Task requirements:
Copy exactly every line below, from the first through the one that contains "filter:drop-shadow(0 0 1px", and skip all pictures.
[[ Available data open ]]
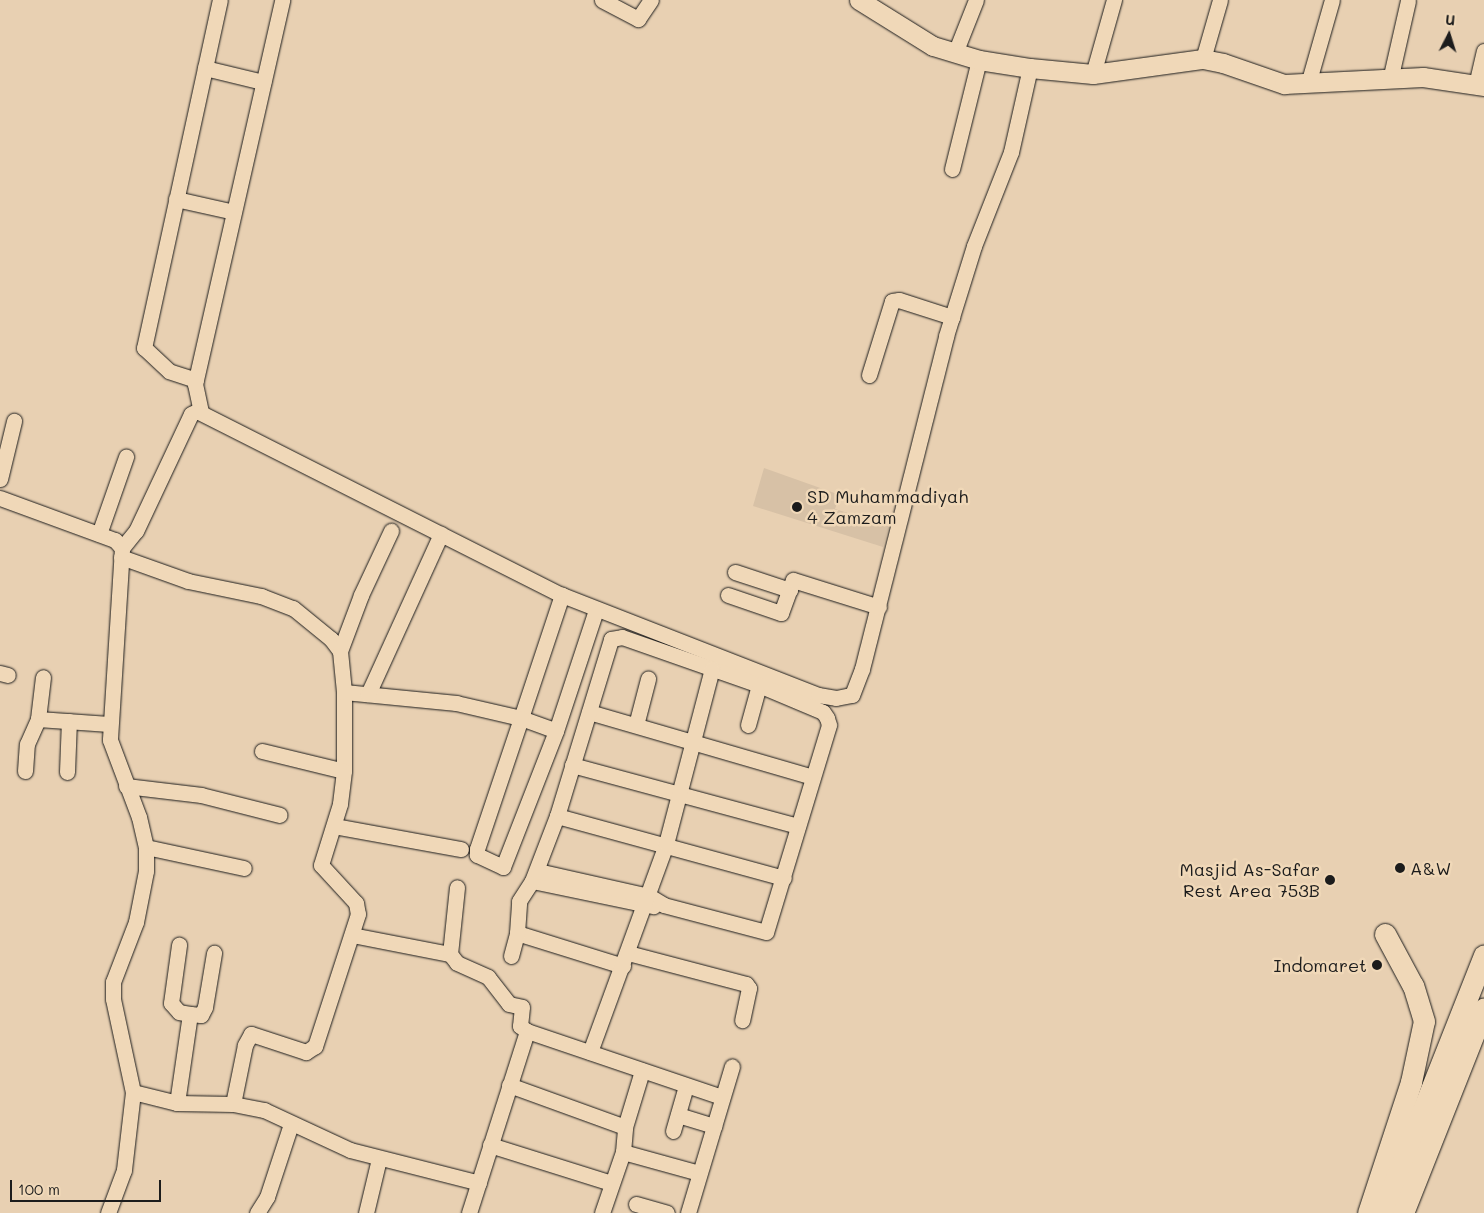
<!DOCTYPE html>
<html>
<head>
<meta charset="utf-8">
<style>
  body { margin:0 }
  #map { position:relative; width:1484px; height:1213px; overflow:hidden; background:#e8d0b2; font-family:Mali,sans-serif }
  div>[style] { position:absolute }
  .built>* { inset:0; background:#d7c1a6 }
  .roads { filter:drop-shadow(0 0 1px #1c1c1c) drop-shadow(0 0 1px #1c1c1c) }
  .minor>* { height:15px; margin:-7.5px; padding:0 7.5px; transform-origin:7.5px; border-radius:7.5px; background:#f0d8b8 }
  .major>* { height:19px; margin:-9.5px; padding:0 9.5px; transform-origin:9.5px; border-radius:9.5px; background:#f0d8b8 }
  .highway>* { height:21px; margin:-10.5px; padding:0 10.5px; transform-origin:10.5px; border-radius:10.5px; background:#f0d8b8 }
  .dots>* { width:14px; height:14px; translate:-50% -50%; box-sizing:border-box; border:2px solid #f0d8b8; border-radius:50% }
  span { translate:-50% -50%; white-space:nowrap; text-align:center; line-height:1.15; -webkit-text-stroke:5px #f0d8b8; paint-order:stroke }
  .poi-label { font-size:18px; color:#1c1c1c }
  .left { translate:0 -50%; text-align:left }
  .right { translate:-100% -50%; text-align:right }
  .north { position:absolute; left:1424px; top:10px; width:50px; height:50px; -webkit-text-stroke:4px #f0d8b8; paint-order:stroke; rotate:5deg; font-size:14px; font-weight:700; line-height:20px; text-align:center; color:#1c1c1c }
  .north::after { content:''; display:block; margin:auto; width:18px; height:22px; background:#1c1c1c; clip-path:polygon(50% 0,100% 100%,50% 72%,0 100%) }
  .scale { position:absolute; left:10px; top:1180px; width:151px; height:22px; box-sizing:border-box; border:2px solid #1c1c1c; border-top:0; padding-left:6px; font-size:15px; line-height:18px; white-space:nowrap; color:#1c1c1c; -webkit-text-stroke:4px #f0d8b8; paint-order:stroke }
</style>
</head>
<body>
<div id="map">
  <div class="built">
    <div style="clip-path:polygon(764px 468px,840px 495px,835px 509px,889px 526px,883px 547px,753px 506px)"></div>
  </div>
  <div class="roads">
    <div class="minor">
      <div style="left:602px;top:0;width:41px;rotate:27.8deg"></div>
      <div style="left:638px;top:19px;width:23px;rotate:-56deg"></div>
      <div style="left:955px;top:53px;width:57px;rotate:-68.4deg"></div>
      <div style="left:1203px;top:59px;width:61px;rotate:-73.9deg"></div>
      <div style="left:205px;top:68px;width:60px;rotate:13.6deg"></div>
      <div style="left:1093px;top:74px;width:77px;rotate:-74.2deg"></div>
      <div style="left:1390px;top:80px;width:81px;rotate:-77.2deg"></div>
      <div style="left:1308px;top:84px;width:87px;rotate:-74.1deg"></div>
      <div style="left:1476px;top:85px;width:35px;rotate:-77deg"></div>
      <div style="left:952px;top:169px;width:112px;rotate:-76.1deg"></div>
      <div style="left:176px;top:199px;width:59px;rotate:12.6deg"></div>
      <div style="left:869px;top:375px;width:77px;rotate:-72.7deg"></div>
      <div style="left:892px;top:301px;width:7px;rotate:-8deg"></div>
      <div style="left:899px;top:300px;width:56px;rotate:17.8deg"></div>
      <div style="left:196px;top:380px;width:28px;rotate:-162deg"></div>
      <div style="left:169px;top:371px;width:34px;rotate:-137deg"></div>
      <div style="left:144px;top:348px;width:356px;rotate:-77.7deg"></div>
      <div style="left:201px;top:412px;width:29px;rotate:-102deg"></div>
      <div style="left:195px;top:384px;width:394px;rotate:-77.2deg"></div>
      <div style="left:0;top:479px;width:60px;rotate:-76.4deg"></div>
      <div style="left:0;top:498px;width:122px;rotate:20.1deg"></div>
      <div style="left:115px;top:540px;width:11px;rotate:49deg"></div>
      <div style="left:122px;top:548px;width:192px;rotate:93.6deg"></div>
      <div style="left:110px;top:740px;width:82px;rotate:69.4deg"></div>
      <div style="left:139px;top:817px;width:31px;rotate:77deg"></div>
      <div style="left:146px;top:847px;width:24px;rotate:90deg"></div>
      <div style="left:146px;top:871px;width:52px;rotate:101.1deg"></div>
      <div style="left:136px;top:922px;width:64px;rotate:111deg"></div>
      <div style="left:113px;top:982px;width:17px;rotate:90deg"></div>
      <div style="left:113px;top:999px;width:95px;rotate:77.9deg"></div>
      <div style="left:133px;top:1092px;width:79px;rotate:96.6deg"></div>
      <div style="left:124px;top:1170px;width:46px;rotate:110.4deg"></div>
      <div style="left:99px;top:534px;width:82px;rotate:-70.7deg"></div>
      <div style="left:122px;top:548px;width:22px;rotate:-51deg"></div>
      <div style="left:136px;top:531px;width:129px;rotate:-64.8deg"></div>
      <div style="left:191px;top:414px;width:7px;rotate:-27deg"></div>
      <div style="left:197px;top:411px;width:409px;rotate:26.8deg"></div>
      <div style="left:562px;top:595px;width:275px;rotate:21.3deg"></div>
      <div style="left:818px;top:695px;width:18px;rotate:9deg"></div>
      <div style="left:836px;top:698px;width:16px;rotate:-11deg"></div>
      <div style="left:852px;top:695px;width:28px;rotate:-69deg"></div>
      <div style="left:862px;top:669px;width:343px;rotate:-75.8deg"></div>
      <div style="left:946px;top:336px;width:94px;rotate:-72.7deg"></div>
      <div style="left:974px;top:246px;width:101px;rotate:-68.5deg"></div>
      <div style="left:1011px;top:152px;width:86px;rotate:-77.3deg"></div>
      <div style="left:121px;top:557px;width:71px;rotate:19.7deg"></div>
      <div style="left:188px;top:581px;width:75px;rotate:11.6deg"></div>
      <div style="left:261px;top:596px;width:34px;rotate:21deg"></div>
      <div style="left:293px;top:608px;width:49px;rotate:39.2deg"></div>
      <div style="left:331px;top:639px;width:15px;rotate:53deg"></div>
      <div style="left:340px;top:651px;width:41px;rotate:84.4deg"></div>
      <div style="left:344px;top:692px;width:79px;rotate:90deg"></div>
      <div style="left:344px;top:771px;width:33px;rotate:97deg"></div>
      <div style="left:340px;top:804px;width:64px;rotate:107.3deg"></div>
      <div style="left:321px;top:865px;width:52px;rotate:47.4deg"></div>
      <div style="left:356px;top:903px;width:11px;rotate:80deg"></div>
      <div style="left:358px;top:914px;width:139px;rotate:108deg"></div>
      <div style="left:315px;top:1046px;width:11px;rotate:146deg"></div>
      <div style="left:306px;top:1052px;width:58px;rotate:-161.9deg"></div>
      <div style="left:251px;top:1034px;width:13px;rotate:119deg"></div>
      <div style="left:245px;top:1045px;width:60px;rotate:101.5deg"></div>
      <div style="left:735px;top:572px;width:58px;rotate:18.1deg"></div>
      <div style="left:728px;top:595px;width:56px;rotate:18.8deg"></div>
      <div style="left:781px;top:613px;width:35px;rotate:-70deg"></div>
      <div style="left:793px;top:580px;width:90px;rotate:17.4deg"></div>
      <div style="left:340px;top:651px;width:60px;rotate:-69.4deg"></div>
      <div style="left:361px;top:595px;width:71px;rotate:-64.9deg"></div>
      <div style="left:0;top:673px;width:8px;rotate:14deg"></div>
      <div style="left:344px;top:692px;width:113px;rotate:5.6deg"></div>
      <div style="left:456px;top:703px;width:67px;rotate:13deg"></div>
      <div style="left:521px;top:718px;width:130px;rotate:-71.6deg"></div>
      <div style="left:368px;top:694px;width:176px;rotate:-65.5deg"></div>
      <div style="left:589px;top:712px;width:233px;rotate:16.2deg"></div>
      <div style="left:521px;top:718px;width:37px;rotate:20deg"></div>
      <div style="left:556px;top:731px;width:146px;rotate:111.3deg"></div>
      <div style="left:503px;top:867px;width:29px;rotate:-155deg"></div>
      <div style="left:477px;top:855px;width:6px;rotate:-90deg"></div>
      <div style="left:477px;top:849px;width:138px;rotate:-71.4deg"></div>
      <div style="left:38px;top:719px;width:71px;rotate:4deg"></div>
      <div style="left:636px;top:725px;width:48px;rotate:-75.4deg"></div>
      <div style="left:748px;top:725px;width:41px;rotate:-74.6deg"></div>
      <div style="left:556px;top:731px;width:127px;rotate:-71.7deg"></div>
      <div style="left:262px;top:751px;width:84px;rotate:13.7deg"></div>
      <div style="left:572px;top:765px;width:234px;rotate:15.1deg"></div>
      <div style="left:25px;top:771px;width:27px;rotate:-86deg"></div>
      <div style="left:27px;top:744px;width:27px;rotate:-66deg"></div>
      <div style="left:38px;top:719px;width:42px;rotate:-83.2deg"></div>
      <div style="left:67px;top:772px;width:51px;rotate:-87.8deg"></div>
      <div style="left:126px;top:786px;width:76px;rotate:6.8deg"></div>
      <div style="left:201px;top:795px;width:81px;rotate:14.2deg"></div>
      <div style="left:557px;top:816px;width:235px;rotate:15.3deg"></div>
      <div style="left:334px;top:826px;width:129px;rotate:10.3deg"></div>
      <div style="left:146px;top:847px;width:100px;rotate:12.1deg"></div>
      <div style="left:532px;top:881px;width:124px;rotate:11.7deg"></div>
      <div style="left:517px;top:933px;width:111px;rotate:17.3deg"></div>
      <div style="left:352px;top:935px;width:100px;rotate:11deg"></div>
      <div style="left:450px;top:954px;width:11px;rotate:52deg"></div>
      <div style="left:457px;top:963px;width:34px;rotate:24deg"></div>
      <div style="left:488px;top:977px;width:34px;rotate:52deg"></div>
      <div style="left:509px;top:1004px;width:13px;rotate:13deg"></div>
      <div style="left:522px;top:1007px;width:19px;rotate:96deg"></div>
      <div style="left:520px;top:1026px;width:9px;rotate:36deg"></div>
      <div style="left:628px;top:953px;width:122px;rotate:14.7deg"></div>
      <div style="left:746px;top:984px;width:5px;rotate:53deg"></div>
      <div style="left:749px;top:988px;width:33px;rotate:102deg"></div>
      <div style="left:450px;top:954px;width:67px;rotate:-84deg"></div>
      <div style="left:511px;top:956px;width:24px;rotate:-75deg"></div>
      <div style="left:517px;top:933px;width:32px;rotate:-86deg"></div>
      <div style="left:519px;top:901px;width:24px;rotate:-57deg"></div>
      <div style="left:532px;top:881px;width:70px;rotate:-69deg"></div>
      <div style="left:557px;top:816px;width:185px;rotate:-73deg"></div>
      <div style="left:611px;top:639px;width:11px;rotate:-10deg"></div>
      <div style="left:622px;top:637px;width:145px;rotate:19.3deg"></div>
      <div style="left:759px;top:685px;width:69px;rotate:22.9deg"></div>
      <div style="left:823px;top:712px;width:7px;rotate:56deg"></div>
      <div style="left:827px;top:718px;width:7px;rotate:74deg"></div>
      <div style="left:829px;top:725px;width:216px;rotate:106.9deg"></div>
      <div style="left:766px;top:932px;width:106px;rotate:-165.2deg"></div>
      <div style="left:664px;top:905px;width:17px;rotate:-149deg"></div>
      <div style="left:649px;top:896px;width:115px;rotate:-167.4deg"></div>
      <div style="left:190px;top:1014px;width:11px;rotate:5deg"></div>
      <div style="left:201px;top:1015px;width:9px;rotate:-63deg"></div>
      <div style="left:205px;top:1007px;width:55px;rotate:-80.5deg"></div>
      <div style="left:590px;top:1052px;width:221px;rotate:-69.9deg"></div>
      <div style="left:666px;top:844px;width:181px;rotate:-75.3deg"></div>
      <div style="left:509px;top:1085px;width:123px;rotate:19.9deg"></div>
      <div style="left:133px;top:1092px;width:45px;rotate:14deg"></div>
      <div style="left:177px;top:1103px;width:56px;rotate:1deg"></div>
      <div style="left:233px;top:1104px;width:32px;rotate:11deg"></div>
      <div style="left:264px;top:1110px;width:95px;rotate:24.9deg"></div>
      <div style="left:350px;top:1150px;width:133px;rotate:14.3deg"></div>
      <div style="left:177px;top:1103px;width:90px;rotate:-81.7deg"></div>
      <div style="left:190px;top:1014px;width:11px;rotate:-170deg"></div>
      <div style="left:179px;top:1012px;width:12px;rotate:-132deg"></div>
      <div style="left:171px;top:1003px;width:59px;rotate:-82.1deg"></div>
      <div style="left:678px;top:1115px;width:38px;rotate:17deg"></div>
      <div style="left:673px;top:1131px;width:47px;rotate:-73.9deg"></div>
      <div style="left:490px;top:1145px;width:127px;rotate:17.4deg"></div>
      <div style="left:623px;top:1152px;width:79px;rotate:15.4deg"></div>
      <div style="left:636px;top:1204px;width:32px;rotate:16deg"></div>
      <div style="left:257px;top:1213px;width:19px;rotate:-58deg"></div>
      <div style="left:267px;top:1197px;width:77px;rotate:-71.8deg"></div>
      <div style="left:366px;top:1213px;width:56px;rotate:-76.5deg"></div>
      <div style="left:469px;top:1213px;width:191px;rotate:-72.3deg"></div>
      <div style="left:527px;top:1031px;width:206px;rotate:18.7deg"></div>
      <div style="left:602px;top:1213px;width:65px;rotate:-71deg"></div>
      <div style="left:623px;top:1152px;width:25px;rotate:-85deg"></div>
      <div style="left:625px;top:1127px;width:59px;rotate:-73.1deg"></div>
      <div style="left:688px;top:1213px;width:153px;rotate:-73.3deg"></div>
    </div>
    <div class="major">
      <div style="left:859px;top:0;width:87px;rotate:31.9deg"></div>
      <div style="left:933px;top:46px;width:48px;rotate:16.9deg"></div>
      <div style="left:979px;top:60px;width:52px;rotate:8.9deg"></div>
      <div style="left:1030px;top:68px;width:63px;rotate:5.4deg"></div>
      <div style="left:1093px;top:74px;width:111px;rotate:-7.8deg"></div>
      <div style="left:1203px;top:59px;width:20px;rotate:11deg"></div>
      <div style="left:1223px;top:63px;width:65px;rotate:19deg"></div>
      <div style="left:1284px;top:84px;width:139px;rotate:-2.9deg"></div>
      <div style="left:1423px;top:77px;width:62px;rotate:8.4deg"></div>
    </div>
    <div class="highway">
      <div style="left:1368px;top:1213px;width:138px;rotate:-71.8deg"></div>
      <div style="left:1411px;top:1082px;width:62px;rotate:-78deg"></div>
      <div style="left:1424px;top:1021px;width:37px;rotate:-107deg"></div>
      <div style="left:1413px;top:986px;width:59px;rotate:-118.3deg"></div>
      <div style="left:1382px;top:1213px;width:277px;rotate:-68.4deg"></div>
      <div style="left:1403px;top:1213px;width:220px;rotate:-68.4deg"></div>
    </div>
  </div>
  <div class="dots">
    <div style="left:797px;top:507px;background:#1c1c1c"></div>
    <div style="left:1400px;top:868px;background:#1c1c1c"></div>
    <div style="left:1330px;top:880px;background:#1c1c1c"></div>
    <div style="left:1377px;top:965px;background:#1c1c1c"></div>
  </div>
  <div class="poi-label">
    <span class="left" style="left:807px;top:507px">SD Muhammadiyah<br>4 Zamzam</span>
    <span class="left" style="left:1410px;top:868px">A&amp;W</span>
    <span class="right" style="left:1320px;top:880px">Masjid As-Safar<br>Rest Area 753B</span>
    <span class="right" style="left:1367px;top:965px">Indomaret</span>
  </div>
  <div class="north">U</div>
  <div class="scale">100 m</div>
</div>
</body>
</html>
[[ Available data closed ]]
Solution to the exercise:
<!DOCTYPE html>
<html>
<head>
<meta charset="utf-8">
<style>
  body { margin:0 }
  #map { position:relative; width:1484px; height:1213px; overflow:hidden; background:#e8d0b2; font-family:Mali,sans-serif }
  div>[style] { position:absolute }
  .built>* { inset:0; background:#d7c1a6 }
  .roads { filter:drop-shadow(0 0 1px #1c1c1c) drop-shadow(0 0 1px #1c1c1c) }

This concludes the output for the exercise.